I'd actually had to turn down two rides before that,
which I don't often do, from 4x4s full of giggling
teenagers who where only going ten kays to the next
town.
Half an hour into the ride the guy gets round to
asking me what I'm up to in Alexandra and I say I'm
there to visit my father. He asks who my father is;
Alan. Oh yeah, Alan who? Gotlieb. Alan Gotlieb? Are
you Daniel?
Turns out this was the owner of the farm on which my
father lives, and his only neighbor for twenty
kilometers. That spun him out. He thought that was
great.
I got the full local history on the way, which is
always interesting, and was dropped at the door.

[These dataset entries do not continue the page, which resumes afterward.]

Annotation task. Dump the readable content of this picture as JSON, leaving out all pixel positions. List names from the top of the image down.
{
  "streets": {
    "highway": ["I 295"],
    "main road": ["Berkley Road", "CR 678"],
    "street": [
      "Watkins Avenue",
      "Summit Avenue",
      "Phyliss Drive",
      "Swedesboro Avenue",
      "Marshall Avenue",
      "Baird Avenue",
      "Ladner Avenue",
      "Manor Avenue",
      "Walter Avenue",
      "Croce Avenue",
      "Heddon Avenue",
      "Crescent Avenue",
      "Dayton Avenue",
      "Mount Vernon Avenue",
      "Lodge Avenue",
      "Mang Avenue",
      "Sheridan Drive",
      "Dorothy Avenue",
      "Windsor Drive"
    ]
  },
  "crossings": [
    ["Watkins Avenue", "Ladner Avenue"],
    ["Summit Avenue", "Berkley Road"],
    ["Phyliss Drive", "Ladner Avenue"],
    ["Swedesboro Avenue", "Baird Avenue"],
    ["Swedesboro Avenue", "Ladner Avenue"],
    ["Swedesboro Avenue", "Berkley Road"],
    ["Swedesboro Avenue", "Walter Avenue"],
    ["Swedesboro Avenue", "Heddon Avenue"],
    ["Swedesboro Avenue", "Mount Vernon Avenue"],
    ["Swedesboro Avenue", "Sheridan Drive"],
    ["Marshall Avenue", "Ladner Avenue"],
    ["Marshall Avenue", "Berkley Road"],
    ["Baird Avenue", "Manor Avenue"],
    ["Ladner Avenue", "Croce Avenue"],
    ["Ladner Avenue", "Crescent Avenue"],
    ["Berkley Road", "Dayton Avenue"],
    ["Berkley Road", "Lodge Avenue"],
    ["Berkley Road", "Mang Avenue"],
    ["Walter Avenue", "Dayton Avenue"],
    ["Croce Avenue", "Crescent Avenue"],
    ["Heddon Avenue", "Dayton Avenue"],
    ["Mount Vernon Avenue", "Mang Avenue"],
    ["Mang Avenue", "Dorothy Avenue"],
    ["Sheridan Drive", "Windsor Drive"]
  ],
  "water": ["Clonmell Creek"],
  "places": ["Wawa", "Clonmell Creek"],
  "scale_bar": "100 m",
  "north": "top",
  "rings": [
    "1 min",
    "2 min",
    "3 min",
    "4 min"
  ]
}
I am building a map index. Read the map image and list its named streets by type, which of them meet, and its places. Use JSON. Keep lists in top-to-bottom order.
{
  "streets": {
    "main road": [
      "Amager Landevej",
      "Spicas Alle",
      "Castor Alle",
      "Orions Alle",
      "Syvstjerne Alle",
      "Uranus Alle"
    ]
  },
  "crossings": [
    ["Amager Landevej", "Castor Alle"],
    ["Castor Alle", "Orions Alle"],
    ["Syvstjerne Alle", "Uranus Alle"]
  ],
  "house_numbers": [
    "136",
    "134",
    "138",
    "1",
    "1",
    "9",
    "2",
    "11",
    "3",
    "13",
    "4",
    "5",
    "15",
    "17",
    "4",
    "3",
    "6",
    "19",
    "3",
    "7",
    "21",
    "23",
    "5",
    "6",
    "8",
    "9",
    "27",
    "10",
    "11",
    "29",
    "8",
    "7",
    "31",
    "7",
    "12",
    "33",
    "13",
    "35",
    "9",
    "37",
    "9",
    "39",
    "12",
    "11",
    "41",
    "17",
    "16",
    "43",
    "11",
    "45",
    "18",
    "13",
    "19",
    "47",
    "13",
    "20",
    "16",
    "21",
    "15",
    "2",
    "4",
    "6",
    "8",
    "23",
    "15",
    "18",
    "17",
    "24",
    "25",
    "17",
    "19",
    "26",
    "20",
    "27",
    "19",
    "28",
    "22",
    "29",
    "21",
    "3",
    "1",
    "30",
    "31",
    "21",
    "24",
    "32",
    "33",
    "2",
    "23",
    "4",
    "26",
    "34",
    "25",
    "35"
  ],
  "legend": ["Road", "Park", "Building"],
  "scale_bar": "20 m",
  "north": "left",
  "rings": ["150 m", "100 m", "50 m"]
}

So I hang out with my father for a couple of days in
his little stone cottage in the middle of a deer farm,
watch Groundhog Day again (love that film), have a few
shots with the air rifle.

Three things about myself that disturb me. (Please
don't think less of me for any of this):

1. I am somewhat criminally minded. Often my first
inclination when faced with a large exploitable system
is how to exploit it. Not pathologically, but if
there's some way I can get something for free and no
one else is any the worse off, then, well... yeah.
(One word for those who know me well: InterRail.)
I'll say no more.

2. I'm a surprisingly good liar, considering I never
practice. My last year in NZ I made an insurance claim
which may not have been 100% legit (my printer broke,
and was insured, just not for what broke it), and they
sent round an investigator. I had to spend forty-five
minutes with this woman, whose job it is to detect
untruth, sitting down with her, telling her nothing
but pure unadulterated lies.
It was possibly the most nerve racking experience of
my life. Because if I twitch, if I say one word out of
place, if my eyes don't at all times, for forty-five
minutes! express nothing but sweet innocence, this
woman is going to nail me to a wall.
It felt just like an experience I had years before at
an Australian surf beach called Yallingup; I went body
surfing in a two meter swell. But no one who objects
to the sound of bones splintering actually body surfs
in those conditions, so I just bobbed around a bit. If
you haven't been out in two meter waves (six to seven
feet) it's pretty huge. Especially when your head is
at sea level. (Uuuuuuuuppppp up up up up .......
Dooooooowwwn down down down .......
UUUUuuuuuppppppp)
Then a three meter set came in. If I'd gone over the
lip of one of those things I would've been killed.
Literally killed. So I just tread water and watch them
come, trying not to get pulled back into the drop. But
I was paying so much attention to that I failed to
notice I'd been swept a hundred meters away from
shore.
And that was the feeling. Like; I just don't want to
be here now. Please, don't make me be here now. But
you just have to accept that you are, and you may well
be fucked, but that's the truth of it and you're not
bargaining your way out.
And so, in Yallingup, I managed to swim back in,
waited for a smaller two meter set to come in, and
took the drop. Got completely pummeled, made a dash
for the beach, got sucked back into another wave (I
think there were actually, if breifly, long fingernail
tracks left in the wet sand; a single despairing wail
(NNnnnoooooo-) cut suddenly short by a rumble of wet
indifference) and pummeled again, eventually figured
out which way was up (it's away from the rocks being
ground into my scalp) made another dash for the shore
(a man trying to dash through water is the most
desperate sight you will ever see), literally
draaaaaagged myself out of the surf and collapsed into
a little sobbing puddle on the beach. After a while a
guy came over and asked if I was ok, I managed to
raise one trembling thumb into the air, and he went
away.
And so, in Christchurch I lied my arse off to an
insurance investigator, and got away with it. Maybe
she sussed me and just didn't care because the claim
was so small, I don't know.
Let me stress this: I never lie. I don't live the sort
of life where I have to mislead the people I know. But
occasionally I do have to save my arse from
organisations, corporations, and government bodies.
As, I'm sure, do we all.

3. I'm a disturbingly good shot. I've never fired a
real gun and don't want to, but with an air rifle or
paintball gun, watch out.

My father dropped me off at the Cromwell bridge, a
Maori rastafarian picked me up, swapped me over to a
ski patrolman, and I was back in Christchurch.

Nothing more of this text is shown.